• AIM OF THE EXERCISE: Please return every line below that contains the string "frame".

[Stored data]
_ _ _ _
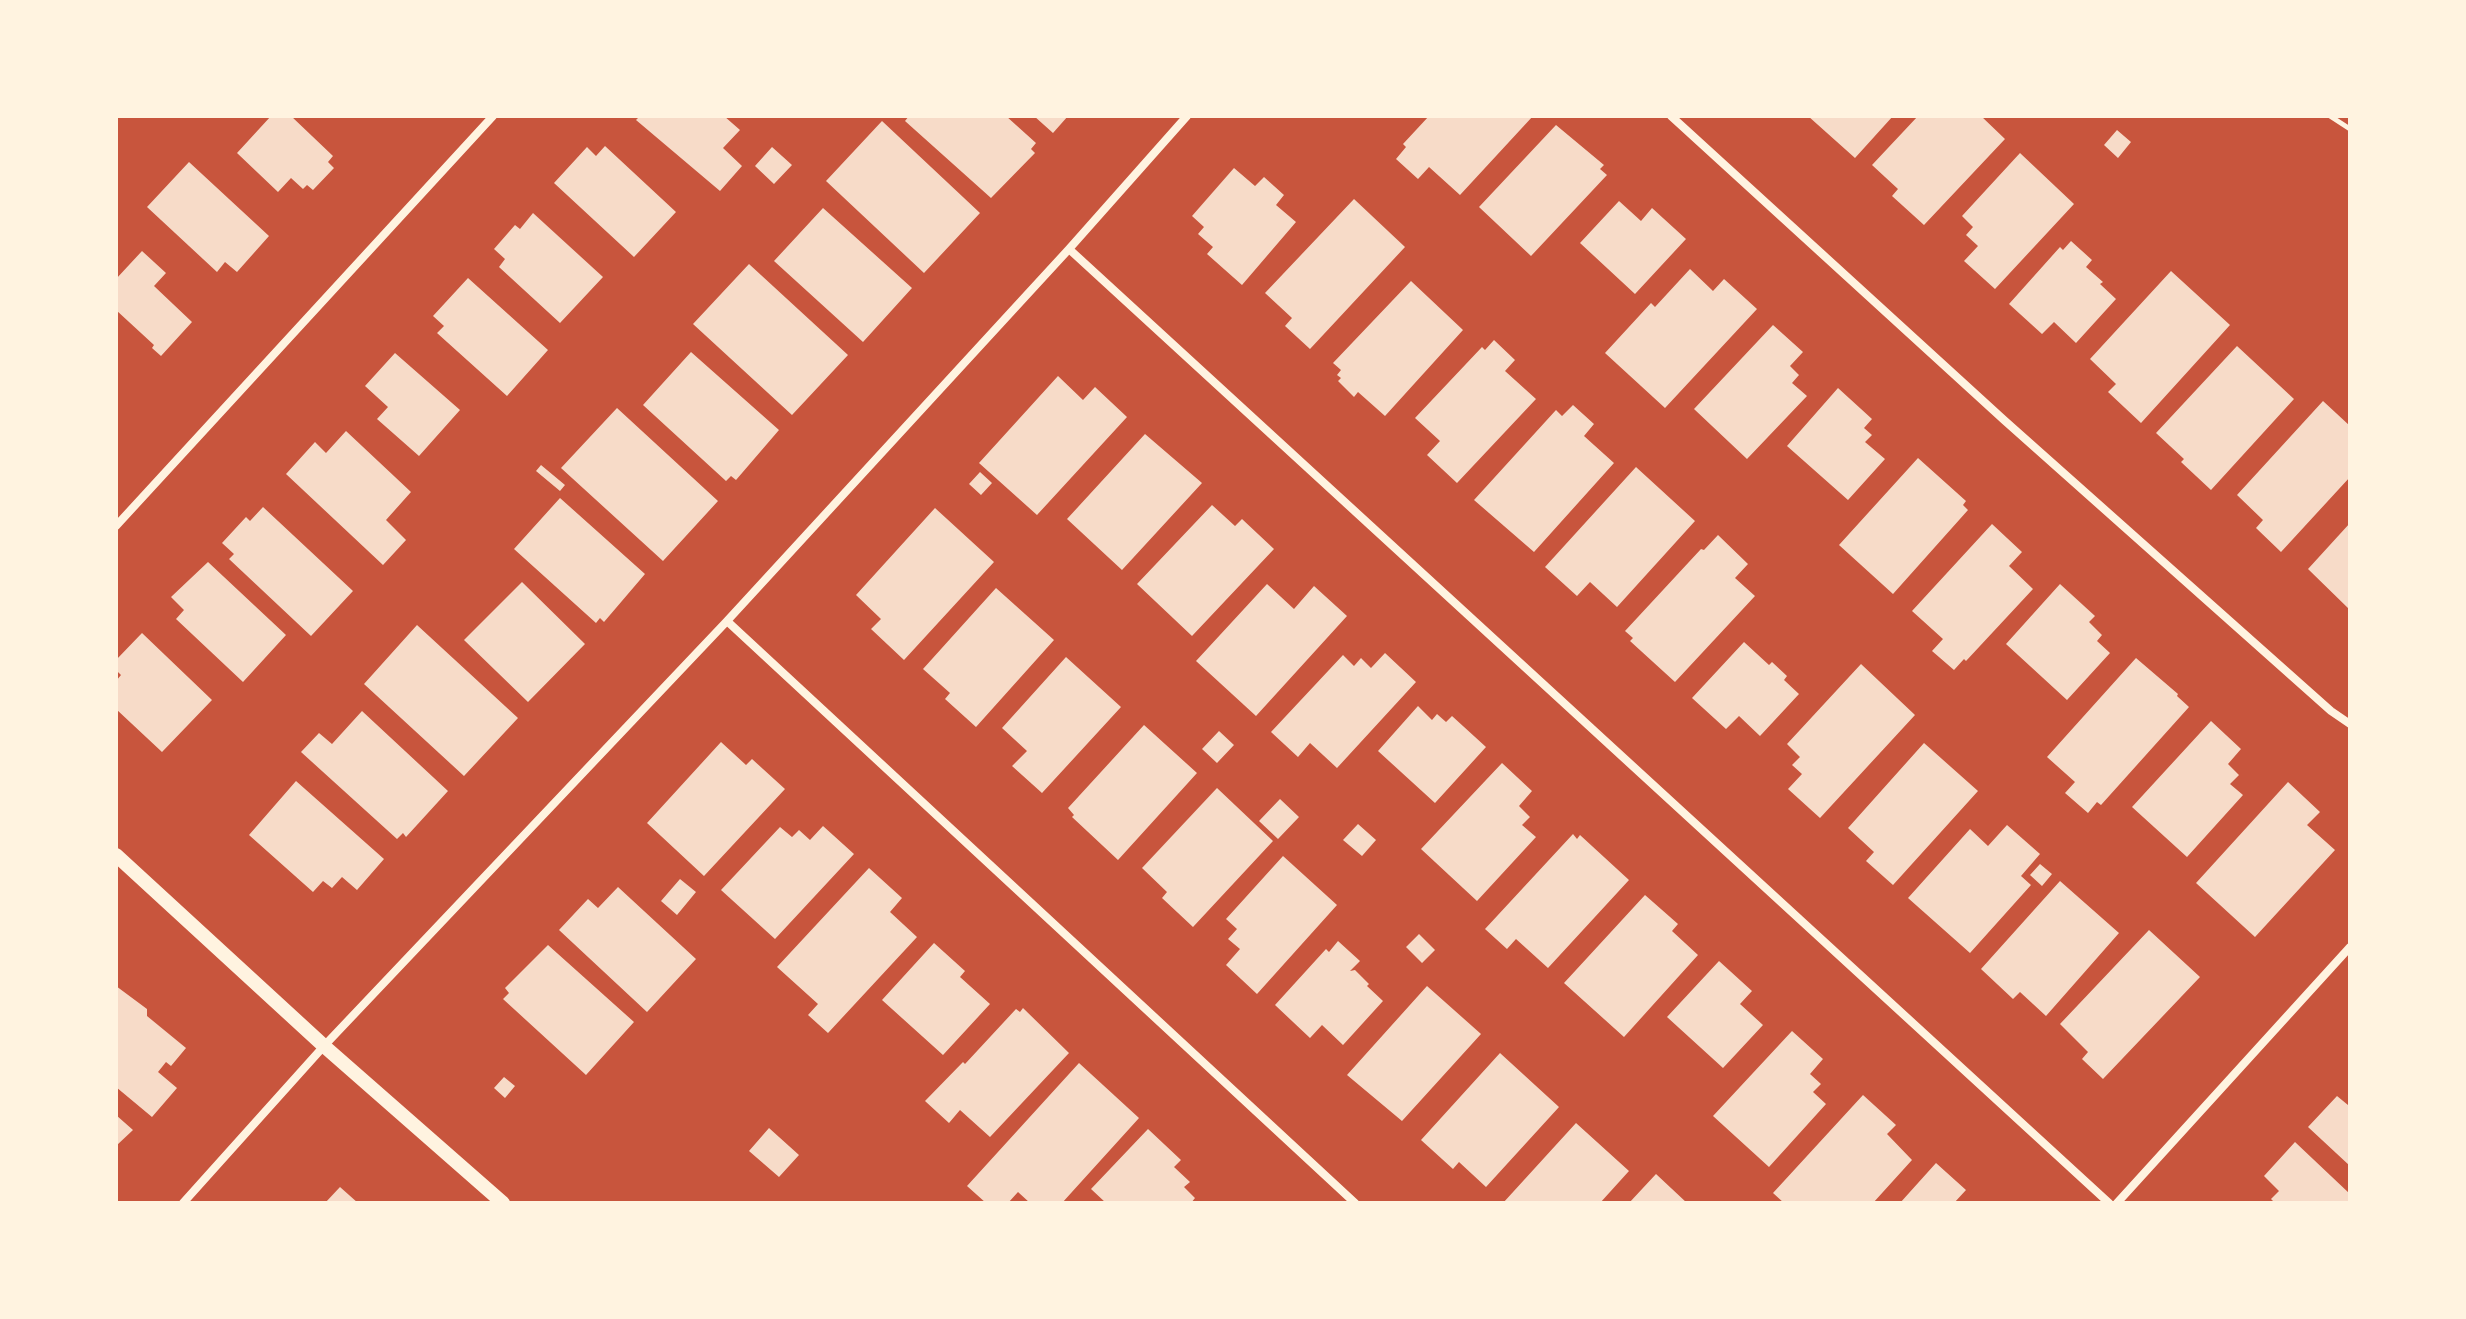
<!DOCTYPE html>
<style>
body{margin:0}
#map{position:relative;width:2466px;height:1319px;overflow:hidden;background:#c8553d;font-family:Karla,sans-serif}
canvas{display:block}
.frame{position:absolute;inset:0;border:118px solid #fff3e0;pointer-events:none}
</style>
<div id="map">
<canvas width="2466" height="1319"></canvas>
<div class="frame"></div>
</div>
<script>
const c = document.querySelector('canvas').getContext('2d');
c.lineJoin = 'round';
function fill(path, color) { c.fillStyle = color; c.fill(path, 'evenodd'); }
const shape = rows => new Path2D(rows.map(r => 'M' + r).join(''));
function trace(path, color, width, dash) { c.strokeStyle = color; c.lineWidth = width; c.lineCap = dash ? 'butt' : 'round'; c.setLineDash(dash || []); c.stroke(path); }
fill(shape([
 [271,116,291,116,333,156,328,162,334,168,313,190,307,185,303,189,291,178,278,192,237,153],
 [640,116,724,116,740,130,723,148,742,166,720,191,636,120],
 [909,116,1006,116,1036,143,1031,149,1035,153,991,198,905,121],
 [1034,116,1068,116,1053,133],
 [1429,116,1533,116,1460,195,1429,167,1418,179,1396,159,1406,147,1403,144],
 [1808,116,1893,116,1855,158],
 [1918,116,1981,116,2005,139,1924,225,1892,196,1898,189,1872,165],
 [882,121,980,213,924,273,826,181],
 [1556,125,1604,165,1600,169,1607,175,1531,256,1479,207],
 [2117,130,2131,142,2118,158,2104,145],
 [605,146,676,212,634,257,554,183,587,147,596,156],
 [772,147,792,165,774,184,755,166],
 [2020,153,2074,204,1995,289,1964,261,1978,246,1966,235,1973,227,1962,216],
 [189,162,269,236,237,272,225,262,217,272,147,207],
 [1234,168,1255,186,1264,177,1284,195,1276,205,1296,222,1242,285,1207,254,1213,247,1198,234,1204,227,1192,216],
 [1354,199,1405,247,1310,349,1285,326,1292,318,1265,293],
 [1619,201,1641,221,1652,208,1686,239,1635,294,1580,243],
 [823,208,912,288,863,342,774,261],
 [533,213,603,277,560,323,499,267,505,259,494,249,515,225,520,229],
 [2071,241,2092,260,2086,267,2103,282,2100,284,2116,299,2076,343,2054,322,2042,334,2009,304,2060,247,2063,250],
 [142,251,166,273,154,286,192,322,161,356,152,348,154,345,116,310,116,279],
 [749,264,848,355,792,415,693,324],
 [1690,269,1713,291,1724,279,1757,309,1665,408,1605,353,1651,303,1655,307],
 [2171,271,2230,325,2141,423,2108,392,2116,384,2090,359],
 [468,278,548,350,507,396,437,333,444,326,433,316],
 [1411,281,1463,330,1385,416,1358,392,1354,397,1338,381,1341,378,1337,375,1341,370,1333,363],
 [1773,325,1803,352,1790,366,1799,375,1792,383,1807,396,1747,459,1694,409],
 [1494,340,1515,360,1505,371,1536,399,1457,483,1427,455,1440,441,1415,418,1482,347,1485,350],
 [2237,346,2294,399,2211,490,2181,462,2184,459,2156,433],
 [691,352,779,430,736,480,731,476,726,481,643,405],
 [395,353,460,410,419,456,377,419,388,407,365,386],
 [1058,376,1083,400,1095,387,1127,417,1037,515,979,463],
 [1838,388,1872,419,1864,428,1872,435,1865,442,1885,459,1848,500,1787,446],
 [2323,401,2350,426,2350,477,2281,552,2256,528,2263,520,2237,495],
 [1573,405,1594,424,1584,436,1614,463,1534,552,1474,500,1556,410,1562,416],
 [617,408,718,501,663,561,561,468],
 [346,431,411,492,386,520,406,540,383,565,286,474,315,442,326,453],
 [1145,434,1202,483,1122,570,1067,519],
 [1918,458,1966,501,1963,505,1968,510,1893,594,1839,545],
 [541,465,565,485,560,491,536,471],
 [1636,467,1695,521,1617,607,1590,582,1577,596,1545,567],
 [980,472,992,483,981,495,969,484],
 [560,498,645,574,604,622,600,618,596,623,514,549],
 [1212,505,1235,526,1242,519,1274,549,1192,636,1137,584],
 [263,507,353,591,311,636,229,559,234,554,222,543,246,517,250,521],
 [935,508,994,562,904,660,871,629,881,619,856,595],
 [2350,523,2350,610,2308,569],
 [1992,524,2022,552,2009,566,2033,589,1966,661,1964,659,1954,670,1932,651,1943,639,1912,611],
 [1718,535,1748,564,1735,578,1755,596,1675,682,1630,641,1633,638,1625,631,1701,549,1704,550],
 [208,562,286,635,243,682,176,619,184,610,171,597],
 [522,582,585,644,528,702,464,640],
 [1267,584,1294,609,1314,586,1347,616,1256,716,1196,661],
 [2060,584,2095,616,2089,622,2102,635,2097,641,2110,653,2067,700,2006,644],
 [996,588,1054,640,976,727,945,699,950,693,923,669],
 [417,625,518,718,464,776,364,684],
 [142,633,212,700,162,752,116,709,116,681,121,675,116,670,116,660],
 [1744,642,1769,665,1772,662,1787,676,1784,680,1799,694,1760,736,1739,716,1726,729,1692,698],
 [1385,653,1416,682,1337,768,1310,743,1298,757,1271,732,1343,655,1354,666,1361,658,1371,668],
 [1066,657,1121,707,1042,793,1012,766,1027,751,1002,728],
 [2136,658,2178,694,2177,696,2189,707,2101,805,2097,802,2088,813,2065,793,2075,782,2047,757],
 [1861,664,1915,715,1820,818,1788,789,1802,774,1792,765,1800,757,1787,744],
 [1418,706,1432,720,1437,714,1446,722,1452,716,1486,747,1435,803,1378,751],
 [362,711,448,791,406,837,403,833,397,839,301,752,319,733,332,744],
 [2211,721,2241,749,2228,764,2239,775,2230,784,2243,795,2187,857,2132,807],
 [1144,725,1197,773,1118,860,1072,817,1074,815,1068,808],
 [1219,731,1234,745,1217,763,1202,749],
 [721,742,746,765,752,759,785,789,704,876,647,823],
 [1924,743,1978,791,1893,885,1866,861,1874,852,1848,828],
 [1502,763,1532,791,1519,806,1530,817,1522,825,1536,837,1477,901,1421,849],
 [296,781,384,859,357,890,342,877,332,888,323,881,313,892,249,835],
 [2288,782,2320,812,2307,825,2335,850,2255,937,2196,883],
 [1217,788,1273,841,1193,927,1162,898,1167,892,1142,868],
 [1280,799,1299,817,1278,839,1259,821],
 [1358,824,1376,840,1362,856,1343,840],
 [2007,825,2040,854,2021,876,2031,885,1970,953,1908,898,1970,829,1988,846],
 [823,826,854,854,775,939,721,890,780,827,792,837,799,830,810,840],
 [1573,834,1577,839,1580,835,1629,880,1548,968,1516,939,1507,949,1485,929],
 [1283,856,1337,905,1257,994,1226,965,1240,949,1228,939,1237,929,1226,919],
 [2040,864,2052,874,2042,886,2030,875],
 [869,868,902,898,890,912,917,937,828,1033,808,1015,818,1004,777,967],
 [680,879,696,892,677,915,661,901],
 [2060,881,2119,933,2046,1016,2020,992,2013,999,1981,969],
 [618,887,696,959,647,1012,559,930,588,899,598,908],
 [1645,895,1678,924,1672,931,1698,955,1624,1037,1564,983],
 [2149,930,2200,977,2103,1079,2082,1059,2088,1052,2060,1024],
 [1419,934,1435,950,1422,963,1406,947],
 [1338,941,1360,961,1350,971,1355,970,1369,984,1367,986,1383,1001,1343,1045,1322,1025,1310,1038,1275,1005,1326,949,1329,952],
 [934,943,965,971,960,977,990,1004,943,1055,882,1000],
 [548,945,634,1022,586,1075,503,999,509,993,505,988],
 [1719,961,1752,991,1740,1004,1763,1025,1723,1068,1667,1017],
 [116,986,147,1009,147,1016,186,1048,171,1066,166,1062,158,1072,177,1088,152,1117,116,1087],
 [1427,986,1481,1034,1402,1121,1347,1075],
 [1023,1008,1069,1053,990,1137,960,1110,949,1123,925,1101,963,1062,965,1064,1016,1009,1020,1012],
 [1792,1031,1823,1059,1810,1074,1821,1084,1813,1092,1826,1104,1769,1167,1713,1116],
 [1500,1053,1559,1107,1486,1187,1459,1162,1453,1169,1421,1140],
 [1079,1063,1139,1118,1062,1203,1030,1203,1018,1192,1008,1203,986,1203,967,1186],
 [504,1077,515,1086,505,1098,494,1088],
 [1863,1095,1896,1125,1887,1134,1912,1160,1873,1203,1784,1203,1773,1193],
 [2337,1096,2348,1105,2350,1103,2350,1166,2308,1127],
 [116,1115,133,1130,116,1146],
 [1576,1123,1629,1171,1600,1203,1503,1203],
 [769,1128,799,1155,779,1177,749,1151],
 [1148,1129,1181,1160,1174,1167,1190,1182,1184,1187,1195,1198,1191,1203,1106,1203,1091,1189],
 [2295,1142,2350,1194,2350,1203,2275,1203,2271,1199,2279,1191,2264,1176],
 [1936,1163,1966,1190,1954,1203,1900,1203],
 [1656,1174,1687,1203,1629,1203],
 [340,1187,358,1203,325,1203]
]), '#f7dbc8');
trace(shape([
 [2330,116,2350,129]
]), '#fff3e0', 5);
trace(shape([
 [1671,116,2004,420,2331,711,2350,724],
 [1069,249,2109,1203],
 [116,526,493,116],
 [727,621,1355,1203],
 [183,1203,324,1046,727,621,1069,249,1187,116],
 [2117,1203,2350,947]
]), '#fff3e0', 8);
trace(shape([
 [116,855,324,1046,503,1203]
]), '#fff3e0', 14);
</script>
_ _ _ _
• THE ANSWER:
.frame{position:absolute;inset:0;border:118px solid #fff3e0;pointer-events:none}
<div class="frame"></div>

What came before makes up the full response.